### INSTRUCTIONS TO FOLLOW
List every line in this data where the string "JSON" occurs.

### RECORD SET
============
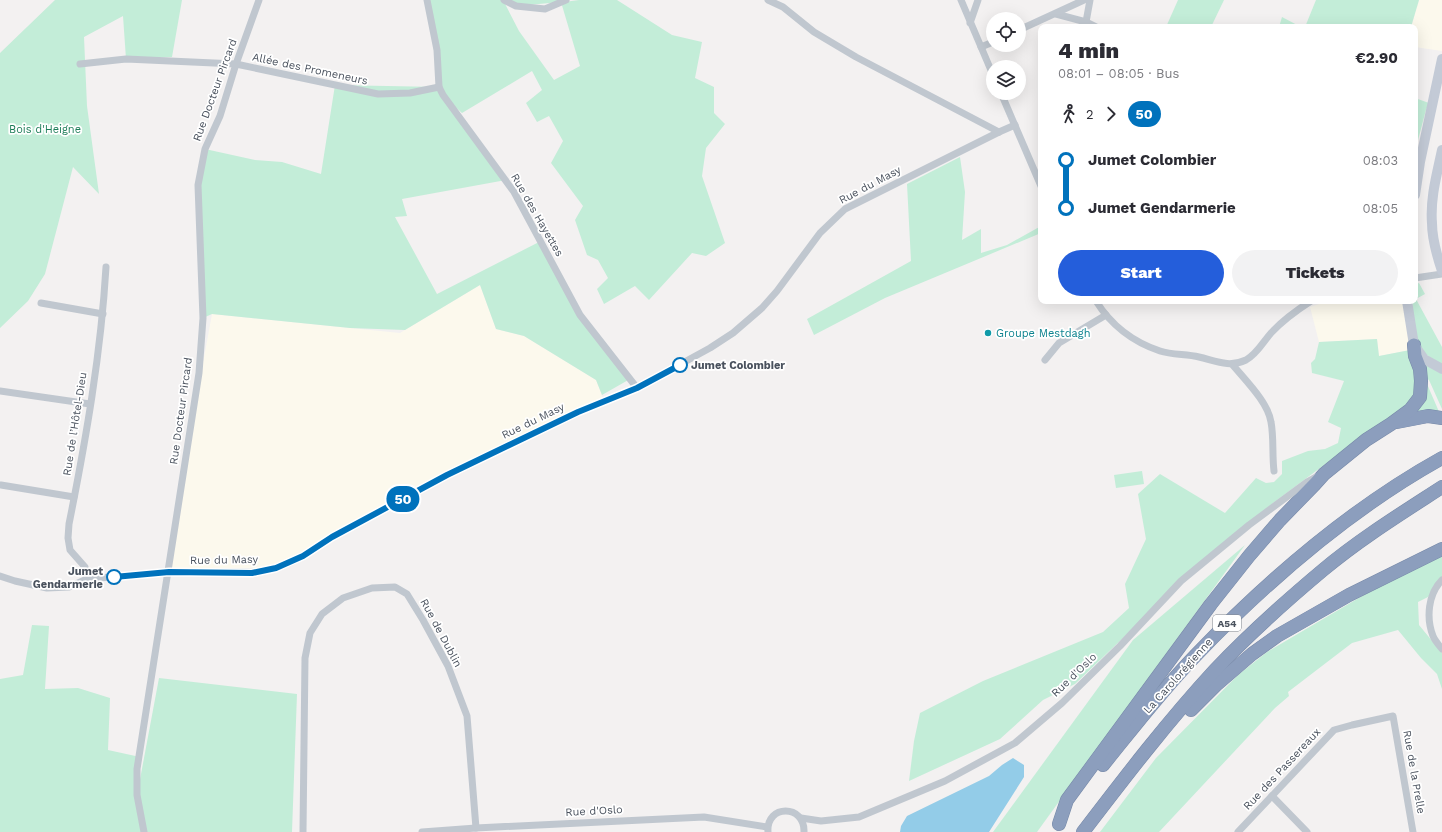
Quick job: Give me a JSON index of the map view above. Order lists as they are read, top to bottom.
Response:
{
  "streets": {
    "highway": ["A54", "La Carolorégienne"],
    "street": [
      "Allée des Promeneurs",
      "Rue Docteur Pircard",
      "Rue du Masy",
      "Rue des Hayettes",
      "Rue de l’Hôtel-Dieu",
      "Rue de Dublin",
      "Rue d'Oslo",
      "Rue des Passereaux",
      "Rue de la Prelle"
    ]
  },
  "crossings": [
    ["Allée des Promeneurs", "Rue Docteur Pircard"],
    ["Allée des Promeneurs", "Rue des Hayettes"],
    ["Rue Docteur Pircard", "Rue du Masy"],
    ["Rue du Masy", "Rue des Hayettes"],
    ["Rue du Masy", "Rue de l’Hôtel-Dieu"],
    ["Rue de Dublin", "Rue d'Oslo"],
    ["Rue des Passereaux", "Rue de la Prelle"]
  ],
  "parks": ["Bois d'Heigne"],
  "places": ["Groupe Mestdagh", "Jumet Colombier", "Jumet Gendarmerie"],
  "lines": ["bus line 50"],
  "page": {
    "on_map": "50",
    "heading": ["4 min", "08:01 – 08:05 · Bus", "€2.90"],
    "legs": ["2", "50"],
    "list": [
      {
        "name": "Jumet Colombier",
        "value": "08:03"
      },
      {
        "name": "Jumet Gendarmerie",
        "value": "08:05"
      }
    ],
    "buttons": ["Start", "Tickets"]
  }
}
============
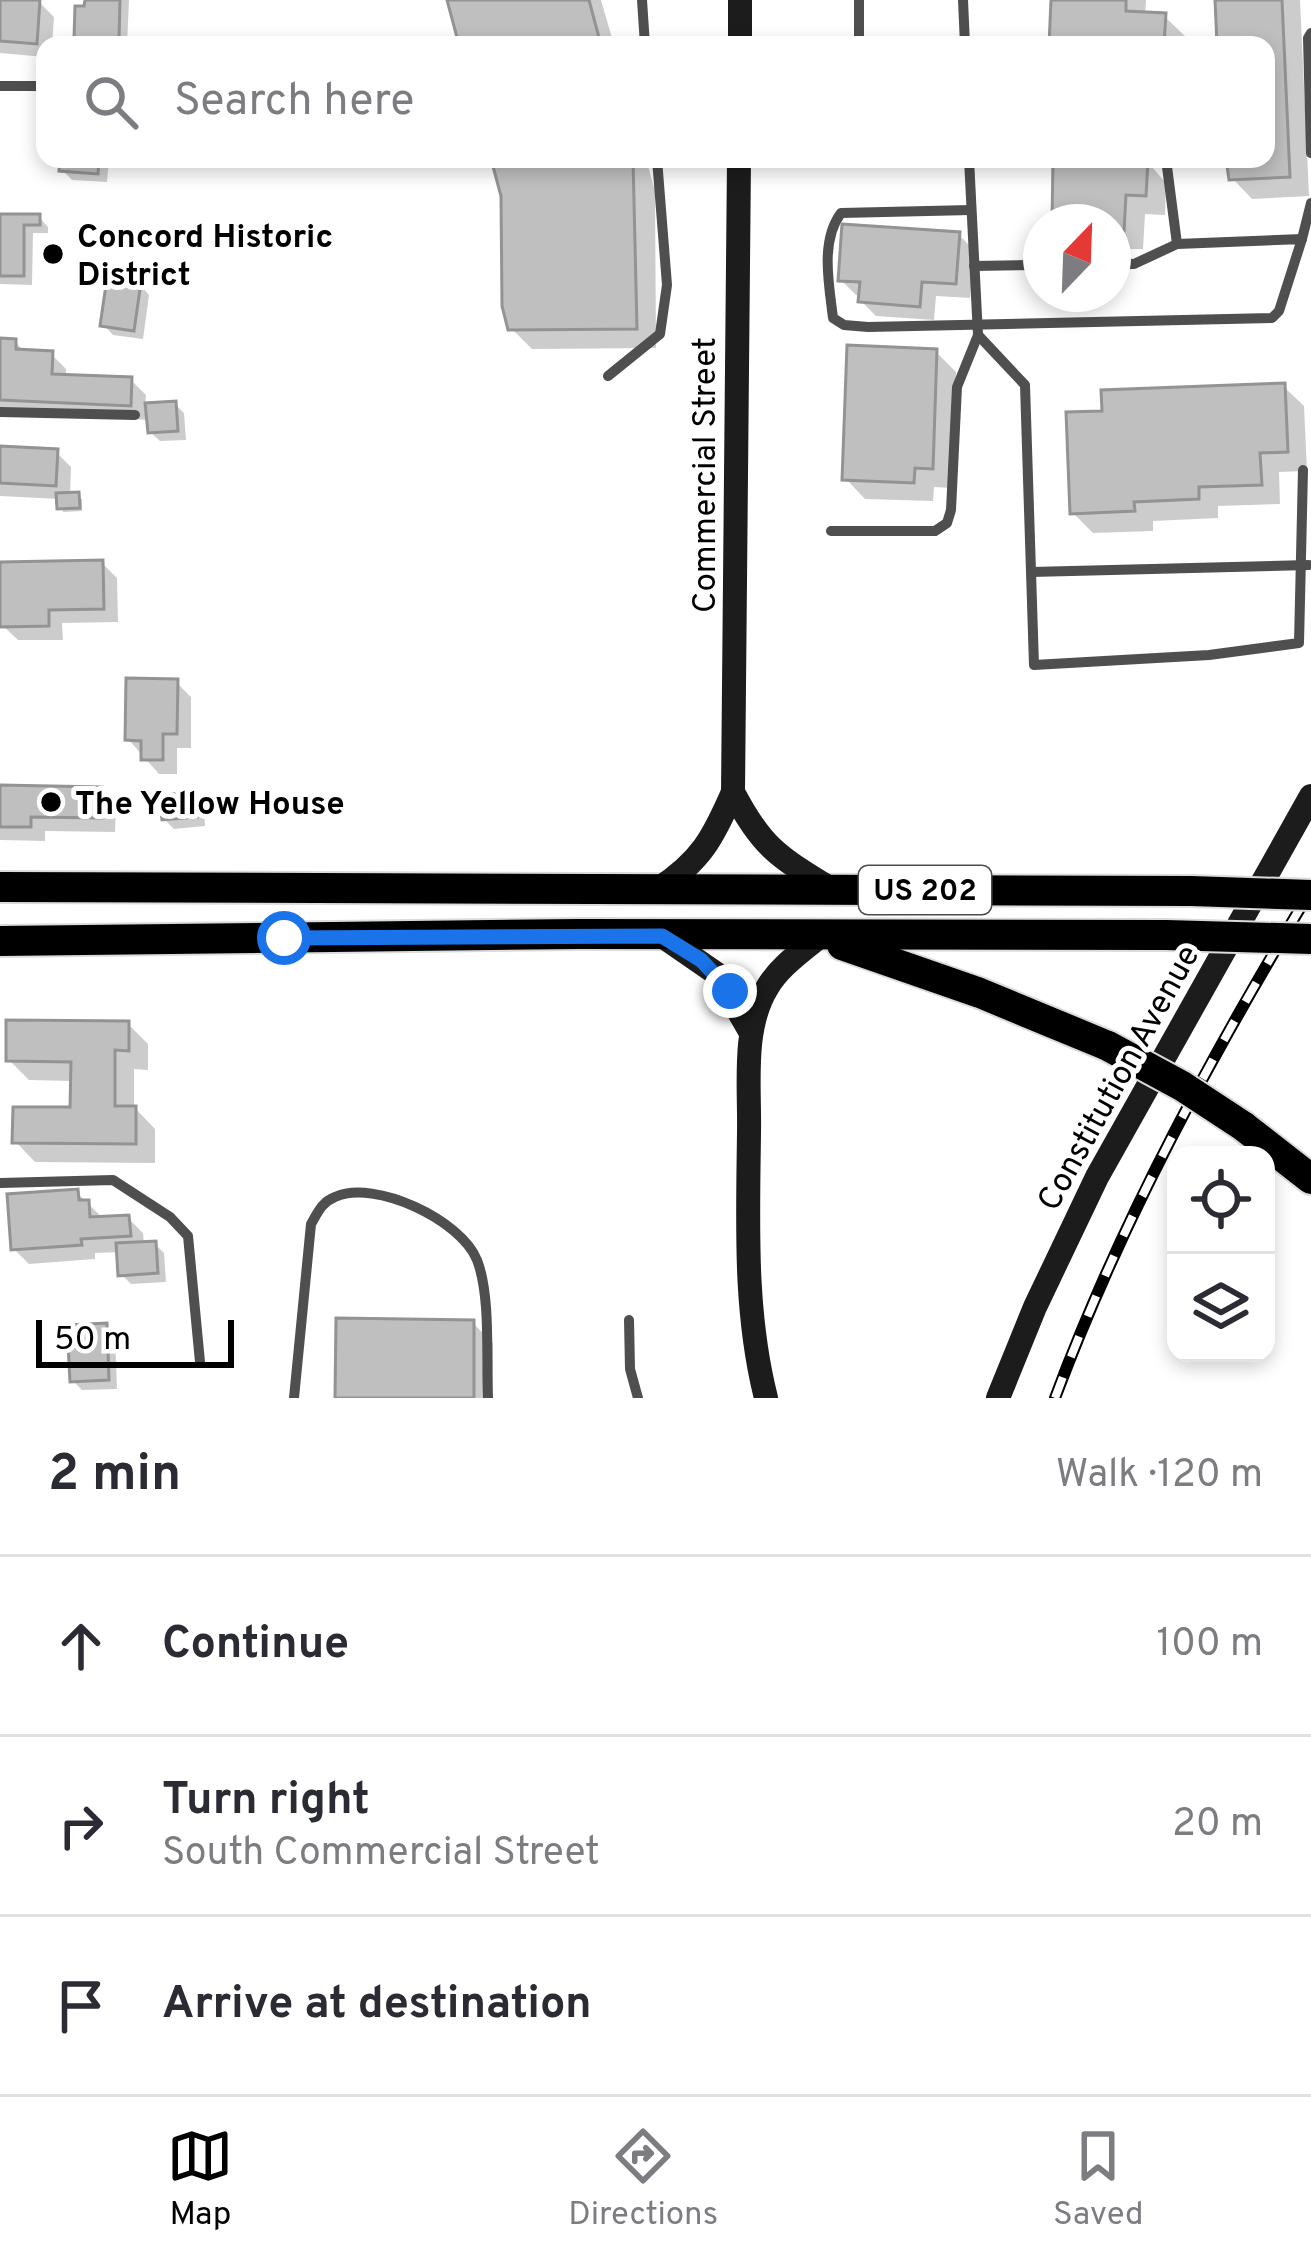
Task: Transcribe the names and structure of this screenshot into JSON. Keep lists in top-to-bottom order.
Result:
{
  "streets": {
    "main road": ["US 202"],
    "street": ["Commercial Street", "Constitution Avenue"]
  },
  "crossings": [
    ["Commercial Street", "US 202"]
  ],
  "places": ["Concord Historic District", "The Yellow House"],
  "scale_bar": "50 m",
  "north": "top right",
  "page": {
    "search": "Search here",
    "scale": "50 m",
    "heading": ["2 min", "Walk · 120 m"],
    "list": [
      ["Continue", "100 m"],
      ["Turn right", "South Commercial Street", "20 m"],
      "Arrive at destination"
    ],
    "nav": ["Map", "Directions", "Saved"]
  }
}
============
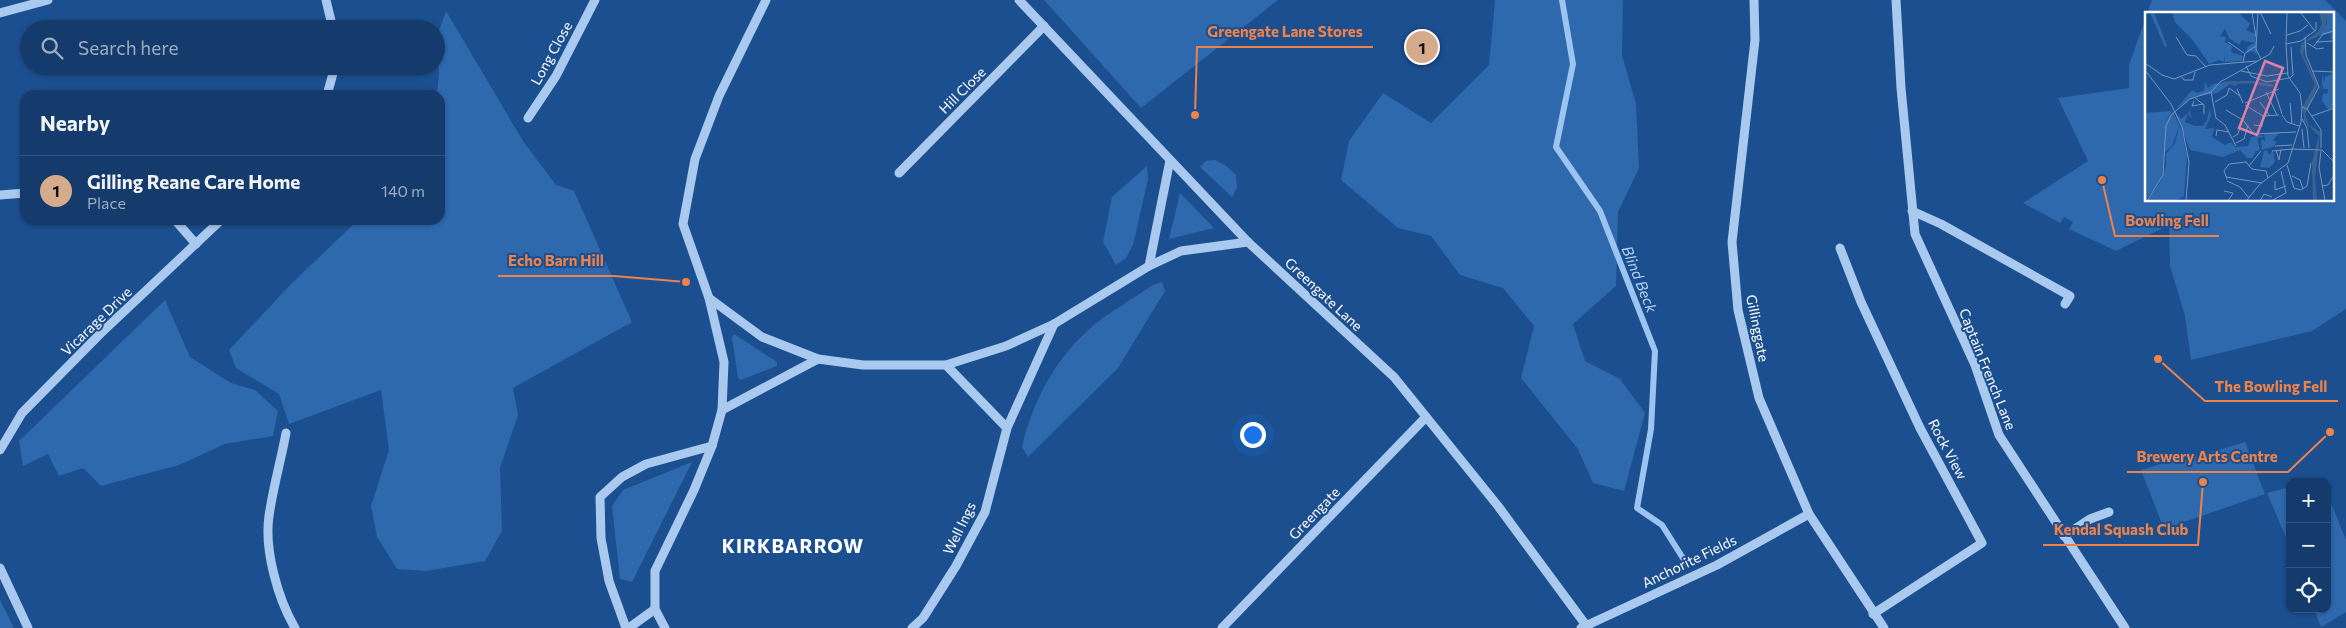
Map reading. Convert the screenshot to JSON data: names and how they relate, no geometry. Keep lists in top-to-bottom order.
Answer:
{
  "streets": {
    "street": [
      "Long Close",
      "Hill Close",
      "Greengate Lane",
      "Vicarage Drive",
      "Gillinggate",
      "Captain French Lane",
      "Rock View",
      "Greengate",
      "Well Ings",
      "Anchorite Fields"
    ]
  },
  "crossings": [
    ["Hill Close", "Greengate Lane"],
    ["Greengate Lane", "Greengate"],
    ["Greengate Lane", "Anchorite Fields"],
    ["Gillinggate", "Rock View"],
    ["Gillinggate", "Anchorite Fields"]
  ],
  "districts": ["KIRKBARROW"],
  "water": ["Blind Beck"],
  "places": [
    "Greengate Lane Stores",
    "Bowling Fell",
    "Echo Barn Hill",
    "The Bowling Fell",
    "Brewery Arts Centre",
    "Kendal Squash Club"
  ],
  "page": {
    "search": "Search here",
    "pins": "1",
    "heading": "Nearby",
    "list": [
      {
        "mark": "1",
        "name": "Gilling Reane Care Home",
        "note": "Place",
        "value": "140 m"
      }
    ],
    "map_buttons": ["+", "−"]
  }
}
============
### ANSWER SPACE
Quick job: Give me a JSON index of the map view above. Order lists as they are read, top to bottom.
Task: Transcribe the names and structure of this screenshot into JSON. Keep lists in top-to-bottom order.
Map reading. Convert the screenshot to JSON data: names and how they relate, no geometry. Keep lists in top-to-bottom order.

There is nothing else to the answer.